Activity
Scan the entries below and extract each line with the word "bottom" in it.

++++ Data for this task ++++

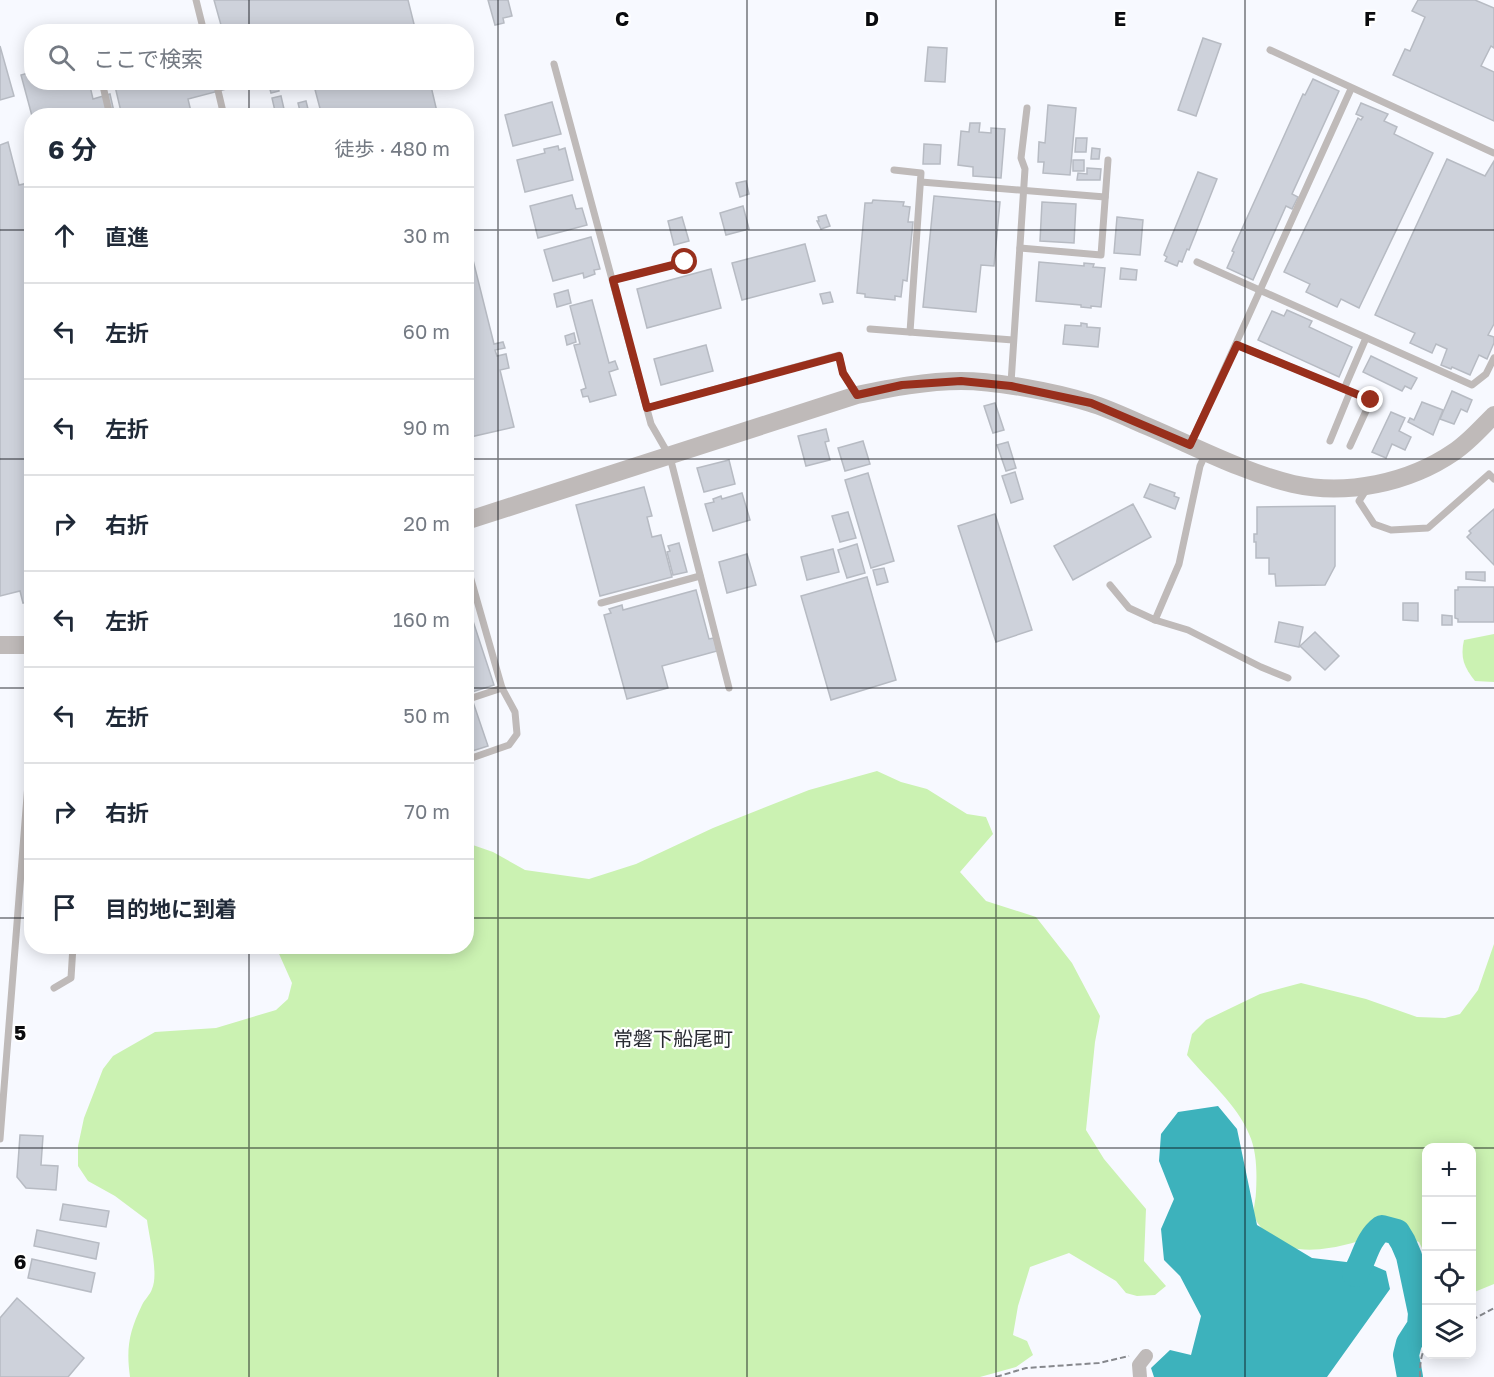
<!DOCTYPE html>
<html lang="ja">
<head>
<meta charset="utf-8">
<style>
  :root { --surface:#fff; --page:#f2f2f3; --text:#1f2937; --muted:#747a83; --line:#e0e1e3 }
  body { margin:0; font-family:"Golos Text","Noto Sans JP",sans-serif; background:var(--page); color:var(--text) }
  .controls { position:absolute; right:18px; bottom:18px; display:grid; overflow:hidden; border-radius:12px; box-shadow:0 3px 15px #0003 }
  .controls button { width:54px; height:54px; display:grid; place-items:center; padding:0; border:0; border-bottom:2px solid var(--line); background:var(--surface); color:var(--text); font:30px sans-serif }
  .stop { position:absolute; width:18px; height:18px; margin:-14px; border:4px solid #982f1c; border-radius:50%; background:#fff }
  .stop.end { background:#982f1c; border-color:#fff; box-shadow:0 2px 6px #0008 }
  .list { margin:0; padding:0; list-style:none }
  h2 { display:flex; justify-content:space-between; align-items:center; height:78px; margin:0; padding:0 24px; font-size:26px }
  h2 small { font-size:20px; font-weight:400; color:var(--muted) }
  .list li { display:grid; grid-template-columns:39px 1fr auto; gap:18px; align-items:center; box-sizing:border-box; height:96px; padding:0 24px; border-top:2px solid var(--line) }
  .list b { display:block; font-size:22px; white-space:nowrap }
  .list em { font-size:20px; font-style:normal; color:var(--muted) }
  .icon { flex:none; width:33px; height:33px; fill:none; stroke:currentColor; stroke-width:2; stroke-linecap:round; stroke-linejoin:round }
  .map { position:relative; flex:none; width:1494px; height:1377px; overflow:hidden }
  .search { position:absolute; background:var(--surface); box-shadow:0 3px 15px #0003; left:24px; top:24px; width:450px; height:66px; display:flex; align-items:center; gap:15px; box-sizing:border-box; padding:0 21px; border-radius:24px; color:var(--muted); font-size:22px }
  .panel { position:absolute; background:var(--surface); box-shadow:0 3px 15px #0003; left:24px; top:108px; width:450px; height:846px; border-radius:24px }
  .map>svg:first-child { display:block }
  .green { fill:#cbf2b2 }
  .water { fill:#3db2bc }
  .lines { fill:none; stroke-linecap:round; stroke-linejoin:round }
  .river { stroke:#3db2bc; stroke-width:26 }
  .building { fill:#ced2db; stroke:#b7bbc3; stroke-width:1.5 }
  .path { stroke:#86888d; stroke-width:2; stroke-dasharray:6 3; stroke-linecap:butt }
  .service { stroke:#bfbab9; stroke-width:7 }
  .minor { stroke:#bfbab9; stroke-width:14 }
  .tertiary { stroke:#bfbab9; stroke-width:18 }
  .route { stroke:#982f1c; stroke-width:8 }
  .grid { fill:none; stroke:#0a0b0e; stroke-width:1.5; stroke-opacity:0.55 }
  .labels { text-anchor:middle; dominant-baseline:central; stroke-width:4.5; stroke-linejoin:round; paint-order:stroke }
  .quarter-label { font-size:20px; fill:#292b32; stroke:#fff }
  .grid-label { font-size:20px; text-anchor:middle; font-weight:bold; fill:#0a0b0e; stroke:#fff; stroke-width:4.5; stroke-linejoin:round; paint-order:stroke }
</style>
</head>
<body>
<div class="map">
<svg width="1494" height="1377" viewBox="0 0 1494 1377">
  <rect width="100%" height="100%" fill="#f7f9ff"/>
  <!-- green -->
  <g class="green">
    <path d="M1494,634v48l-19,-1c-11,-14 -15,-23 -11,-41z"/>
    <path d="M877,771l24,11 26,7 40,25 19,3 7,17 -33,38 26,29 50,16 36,46 28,53 -5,26 -9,88 18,29 42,50 -2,52 22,25 -11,9 -18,1 -11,-3 -10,-12 -47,-28 -39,14 -12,39 -5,29 14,6 6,14 -17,12 -36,10h-850c-4,-29 -1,-45 12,-72 3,-6 8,-10 10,-16 7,-15 -3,-52 -5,-69l-32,-24 -27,-15 -10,-15v-20l6,-28 19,-49 10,-13 42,-24 61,-4 60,-18 12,-11 4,-16 -16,-36 190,-1 1,-103 26,9 32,18 64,9 47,-15 77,-36 96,-38z"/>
    <path d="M1494,944v340l-22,9v-145h-46v108l-7,-14 -31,-11c-34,13 -98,35 -125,-1 -3,-4 -8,-10 -9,-15 -1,-7 2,-16 2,-23 1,-18 1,-41 -7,-58 -12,-30 -42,-54 -62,-79l5,-21 14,-14 54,-26 41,-11 65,16 51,18 28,1 15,-4 18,-24z"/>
  </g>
  <!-- water -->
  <polygon class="water" points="1218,1106 1237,1129 1257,1225 1312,1258 1372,1265 1386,1271 1390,1289 1327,1377 1154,1377 1151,1368 1170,1350 1191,1355 1201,1316 1180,1276 1164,1260 1161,1229 1174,1199 1159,1161 1161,1134 1178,1112"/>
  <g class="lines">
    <!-- river -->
    <path class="river" d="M1355,1274c10,-15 11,-34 27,-46l15,4 6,10 6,14 12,57 -1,13 -11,17 -3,12 4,22"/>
  </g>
  <!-- building -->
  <g class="building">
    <polygon points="214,0 408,0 416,32 196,32 221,25"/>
    <polygon points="488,0 508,0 512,16 503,18 504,23 495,25"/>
    <polygon points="1418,0 1475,0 1494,8 1494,48 1491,46 1481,66 1494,72 1494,121 1393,75 1405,49 1410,51 1425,17 1412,11"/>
    <polygon points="1203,38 1221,44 1196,116 1178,110"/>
    <polygon points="0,46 14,96 0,100"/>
    <polygon points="928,47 947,48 945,82 925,81"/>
    <polygon points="32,72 32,82 89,82 93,99 110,94 115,116 32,116 21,75"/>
    <polygon points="1313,79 1339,91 1292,194 1298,197 1292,209 1286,206 1253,280 1227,268 1234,252 1232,251 1303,94 1305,95"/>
    <polygon points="114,82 241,82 241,84 238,85 238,86 188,99 192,116 122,116"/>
    <polygon points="268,82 277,82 279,91 271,93"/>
    <polygon points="313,82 430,82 438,116 322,116"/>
    <polygon points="281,96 284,109 275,111 272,98"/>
    <polygon points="306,101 309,113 301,115 298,103"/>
    <polygon points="552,102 561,134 513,146 505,115"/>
    <polygon points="1361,103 1388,114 1384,121 1397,127 1394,134 1433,153 1359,308 1341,299 1337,307 1306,292 1310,284 1284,272 1358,118 1361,120 1363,117 1356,114"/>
    <polygon points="1048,105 1076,108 1070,175 1043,173 1044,162 1038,162 1039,142 1045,143"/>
    <polygon points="970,123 980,123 979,132 991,133 991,128 1005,129 1001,178 973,176 973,167 958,165 961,131 969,132"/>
    <polygon points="1076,138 1087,138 1086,152 1075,152"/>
    <polygon points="8,142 19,185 28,183 32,195 32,218 28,219 32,231 32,601 23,603 20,591 0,596 0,145"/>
    <polygon points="924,144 941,145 940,164 923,164"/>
    <polygon points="558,146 559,150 565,148 573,180 525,192 517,160 545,153 544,149"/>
    <polygon points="1092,148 1100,149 1099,159 1091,159"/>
    <polygon points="1447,159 1485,176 1494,161 1494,324 1488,335 1494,337 1494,343 1487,359 1479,355 1470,375 1452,367 1451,369 1441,365 1447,349 1436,344 1432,353 1410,343 1415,333 1375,315"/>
    <rect x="1073" y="160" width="11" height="11"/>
    <polygon points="1087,168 1101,169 1100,180 1077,180 1078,173 1087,174"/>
    <polygon points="1198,172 1217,179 1189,250 1187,249 1182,262 1179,261 1177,266 1165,261 1167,257 1164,255"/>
    <polygon points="746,181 749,194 740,197 736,183"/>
    <polygon points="572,195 576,209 582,208 587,225 538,238 530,206"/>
    <polygon points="934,196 1000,202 994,266 981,265 976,312 923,307"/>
    <polygon points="873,200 904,202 903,206 910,207 908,222 913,222 907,281 903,280 901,297 895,296 895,300 865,297 865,294 857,293 865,203 872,203"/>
    <polygon points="1042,202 1076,204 1074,243 1040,241"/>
    <polygon points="743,206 749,229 726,235 720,213"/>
    <polygon points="826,215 830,226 821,229 817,221 819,221 818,217"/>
    <polygon points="682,217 689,241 674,245 668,221"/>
    <polygon points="1117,217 1143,220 1140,255 1114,253"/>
    <polygon points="466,232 494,344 503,342 505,348 495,350 497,356 506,354 509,368 500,370 514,427 466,438"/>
    <polygon points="591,237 600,269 594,270 595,274 584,278 583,273 553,281 544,250"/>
    <polygon points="805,244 815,281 742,300 732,263"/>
    <polygon points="1039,262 1084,266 1084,263 1094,264 1093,267 1105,268 1101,307 1091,306 1091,308 1081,307 1081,305 1036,301"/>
    <polygon points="1121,268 1137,270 1136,280 1120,279"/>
    <polygon points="711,269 721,308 647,328 637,289"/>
    <polygon points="568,290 571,303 557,307 554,294"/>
    <polygon points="830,292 833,302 823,304 820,294"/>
    <polygon points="592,300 609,363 615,361 618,369 609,372 616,395 590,402 588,396 583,397 581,390 586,388 574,345 580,344 570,306"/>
    <polygon points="1287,310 1312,321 1309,327 1352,347 1339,377 1258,340 1272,311 1284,316"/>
    <polygon points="1081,323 1087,324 1087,327 1100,328 1098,347 1063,344 1065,325 1081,326"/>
    <polygon points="574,333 576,342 567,345 565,336"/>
    <polygon points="706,345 713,371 661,385 654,359"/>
    <polygon points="1371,356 1417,378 1411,389 1405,386 1402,391 1363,372"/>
    <polygon points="1452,391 1472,400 1467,412 1461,409 1454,424 1440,419"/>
    <polygon points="1422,402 1443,410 1433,435 1408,422 1410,418 1414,420"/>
    <polygon points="995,403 1004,430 993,433 984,406"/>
    <polygon points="1391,412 1405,418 1399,431 1411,437 1405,450 1392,444 1386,458 1372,452"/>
    <polygon points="826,429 829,441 825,442 830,460 806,466 798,436"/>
    <polygon points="863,441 870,464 845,471 838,448"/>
    <polygon points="1008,442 1016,468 1006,471 997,445"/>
    <polygon points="729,460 735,484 704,492 697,468"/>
    <polygon points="1015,472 1023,499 1011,503 1002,476"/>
    <polygon points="868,473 894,561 871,568 845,480"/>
    <polygon points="1150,484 1175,493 1174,496 1179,498 1175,509 1144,497"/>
    <polygon points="644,487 652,516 647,517 652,537 661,535 672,577 600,596 576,505"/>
    <polygon points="742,493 750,520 713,531 705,504 714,502 713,499 721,496 722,499"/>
    <polygon points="1133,504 1151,537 1073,580 1054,546"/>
    <polygon points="1335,506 1335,566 1325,585 1276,586 1275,574 1269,574 1269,558 1256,558 1256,542 1254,542 1254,534 1257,534 1257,507"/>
    <polygon points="1494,509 1494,565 1467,537 1471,533 1469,531"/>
    <polygon points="848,512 856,538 840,542 832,516"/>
    <polygon points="995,514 1032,630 996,642 958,526"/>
    <polygon points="679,543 687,572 673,575 667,552 670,551 668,546"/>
    <polygon points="857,544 865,573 847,578 838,550"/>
    <polygon points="833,549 839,572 807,580 801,557"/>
    <polygon points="747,554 756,585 727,593 719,562"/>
    <polygon points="884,568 888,582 877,585 873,570"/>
    <polygon points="1466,572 1485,572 1485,581 1466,579"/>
    <polygon points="867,577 896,680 831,700 801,596"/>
    <polygon points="1458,587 1494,587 1494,622 1458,622 1458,619 1455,618 1455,590 1458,590"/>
    <polygon points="696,590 709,639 714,638 717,651 662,666 668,688 627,699 604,615 611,613 609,609 622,605 623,610"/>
    <polygon points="1403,603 1418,603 1418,621 1403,620"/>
    <polygon points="470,612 494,685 466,694 466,613"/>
    <polygon points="1442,615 1452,616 1452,625 1442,625"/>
    <polygon points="1279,622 1303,627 1299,647 1275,642"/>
    <polygon points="1315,632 1339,656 1325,670 1300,646"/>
    <polygon points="472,699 488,746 466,753 466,701"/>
    <polygon points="20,1135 43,1136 41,1165 58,1166 56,1190 26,1188 17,1177"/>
    <polygon points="63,1204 109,1211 106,1227 60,1220"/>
    <polygon points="37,1230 99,1243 96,1259 34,1246"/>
    <polygon points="32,1259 95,1273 91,1292 28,1278"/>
    <polygon points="17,1298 84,1358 68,1377 0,1377 0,1318"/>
  </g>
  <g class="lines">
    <!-- path -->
    <g class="path">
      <polyline points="1472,1320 1494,1308"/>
      <polyline points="996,1377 1026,1368 1099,1363 1129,1356"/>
      <path d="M1420,1377c0,-10 0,-22 6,-30"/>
    </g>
    <!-- service -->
    <g class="service">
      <polyline points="196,0 204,32"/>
      <polyline points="1270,50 1494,153"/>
      <polyline points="554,64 651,424 670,457 729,688"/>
      <polyline points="102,82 110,116"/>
      <polyline points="216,82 224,116"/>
      <polyline points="894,170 921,173 910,332"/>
      <polyline points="921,182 1105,197"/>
      <polyline points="1020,248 1101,255 1108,160"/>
      <polyline points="1197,262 1472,385 1486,374 1494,358"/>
      <polyline points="613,280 685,262"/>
      <polyline points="870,329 1013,340"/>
      <polyline points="1237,345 1371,400 1350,446"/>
      <polyline points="1011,383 1025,169 1021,158 1027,108"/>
      <polyline points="1344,389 1366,338"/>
      <polyline points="647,408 839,355 843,373 856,393"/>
      <polyline points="1330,441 1350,392"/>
      <polyline points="1190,445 1351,89"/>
      <polyline points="1366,490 1359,501 1374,524 1391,530 1428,528 1489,474 1494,479"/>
      <polyline points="466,562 502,688 466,700"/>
      <polyline points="1110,585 1129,608 1155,620 1188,630 1261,667 1288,678"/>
      <polyline points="601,603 700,576"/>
      <polyline points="1155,620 1179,564 1200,466 1205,455"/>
      <polyline points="466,760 509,745 517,734 515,712 502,688"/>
      <polyline points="54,988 71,978 73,946"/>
      <polyline points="0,1139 32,733"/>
    </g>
    <!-- minor -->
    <polyline class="minor" points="1140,1377 1139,1365 1146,1356"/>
    <!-- tertiary -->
    <g class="tertiary">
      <path d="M466,521l391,-126c34,-7 69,-14 104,-14 35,0 95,11 129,22 20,6 40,16 59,24 47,20 94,45 144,57 53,12 116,-1 161,-32 15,-10 27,-24 40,-37"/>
      <polyline points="0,645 32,645"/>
    </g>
  </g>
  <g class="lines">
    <!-- route -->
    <polyline class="route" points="685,262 613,280 647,408 839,356 843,373 857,395 902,385 961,381 1011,386 1091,403 1190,445 1237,345 1371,400"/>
  </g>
  <!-- grid -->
  <path class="grid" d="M249,0v32M498,0v1377M747,0v1377M996,0v1377M1245,0v1377M249,82v34M0,230h32M466,230h1028M0,459h32M466,459h1028M0,688h32M466,688h1028M0,918h32M466,918h1028M249,946v431M0,1148h1426M1426,1148h46M1472,1148h22"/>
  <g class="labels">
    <!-- quarter labels -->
    <g class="quarter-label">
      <text x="673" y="1038">常磐下船尾町</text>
    </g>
  </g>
  <g class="grid-label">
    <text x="622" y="26">C</text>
    <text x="872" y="26">D</text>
    <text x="1120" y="26">E</text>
    <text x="1370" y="26">F</text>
    <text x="20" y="1040">5</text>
    <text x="20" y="1269">6</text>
  </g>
</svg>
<div class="controls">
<button>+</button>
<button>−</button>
<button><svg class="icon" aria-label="locate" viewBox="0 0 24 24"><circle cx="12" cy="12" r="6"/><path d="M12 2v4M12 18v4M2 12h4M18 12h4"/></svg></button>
<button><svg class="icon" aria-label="layers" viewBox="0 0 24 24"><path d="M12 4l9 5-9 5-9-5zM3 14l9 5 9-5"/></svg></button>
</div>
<div class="stop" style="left:685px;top:262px"></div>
<div class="stop end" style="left:1371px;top:400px"></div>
<div class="search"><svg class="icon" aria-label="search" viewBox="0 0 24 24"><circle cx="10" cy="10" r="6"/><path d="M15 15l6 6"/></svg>ここで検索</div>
<section class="panel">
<h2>6 分<small>徒歩 · 480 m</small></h2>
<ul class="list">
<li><svg class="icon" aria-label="ahead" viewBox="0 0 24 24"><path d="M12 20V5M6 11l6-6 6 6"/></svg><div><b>直進</b></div><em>30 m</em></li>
<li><svg class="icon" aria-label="left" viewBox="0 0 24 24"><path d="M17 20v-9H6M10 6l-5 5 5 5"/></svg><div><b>左折</b></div><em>60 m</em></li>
<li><svg class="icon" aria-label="left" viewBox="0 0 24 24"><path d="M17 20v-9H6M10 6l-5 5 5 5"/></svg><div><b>左折</b></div><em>90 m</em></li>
<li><svg class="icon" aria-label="right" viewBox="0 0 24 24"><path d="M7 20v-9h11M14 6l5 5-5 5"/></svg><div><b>右折</b></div><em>20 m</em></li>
<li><svg class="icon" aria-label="left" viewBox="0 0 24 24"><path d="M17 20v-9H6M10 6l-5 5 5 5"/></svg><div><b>左折</b></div><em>160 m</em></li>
<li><svg class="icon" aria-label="left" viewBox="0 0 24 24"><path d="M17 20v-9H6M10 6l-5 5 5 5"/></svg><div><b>左折</b></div><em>50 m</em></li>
<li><svg class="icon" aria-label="right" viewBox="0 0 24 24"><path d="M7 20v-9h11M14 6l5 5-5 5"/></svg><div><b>右折</b></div><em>70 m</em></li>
<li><svg class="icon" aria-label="arrive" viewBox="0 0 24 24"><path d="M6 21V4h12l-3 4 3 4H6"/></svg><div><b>目的地に到着</b></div></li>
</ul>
</section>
</div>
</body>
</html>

++++

Solution to the exercise
  .controls { position:absolute; right:18px; bottom:18px; display:grid; overflow:hidden; border-radius:12px; box-shadow:0 3px 15px #0003 }
  .controls button { width:54px; height:54px; display:grid; place-items:center; padding:0; border:0; border-bottom:2px solid var(--line); background:var(--surface); color:var(--text); font:30px sans-serif }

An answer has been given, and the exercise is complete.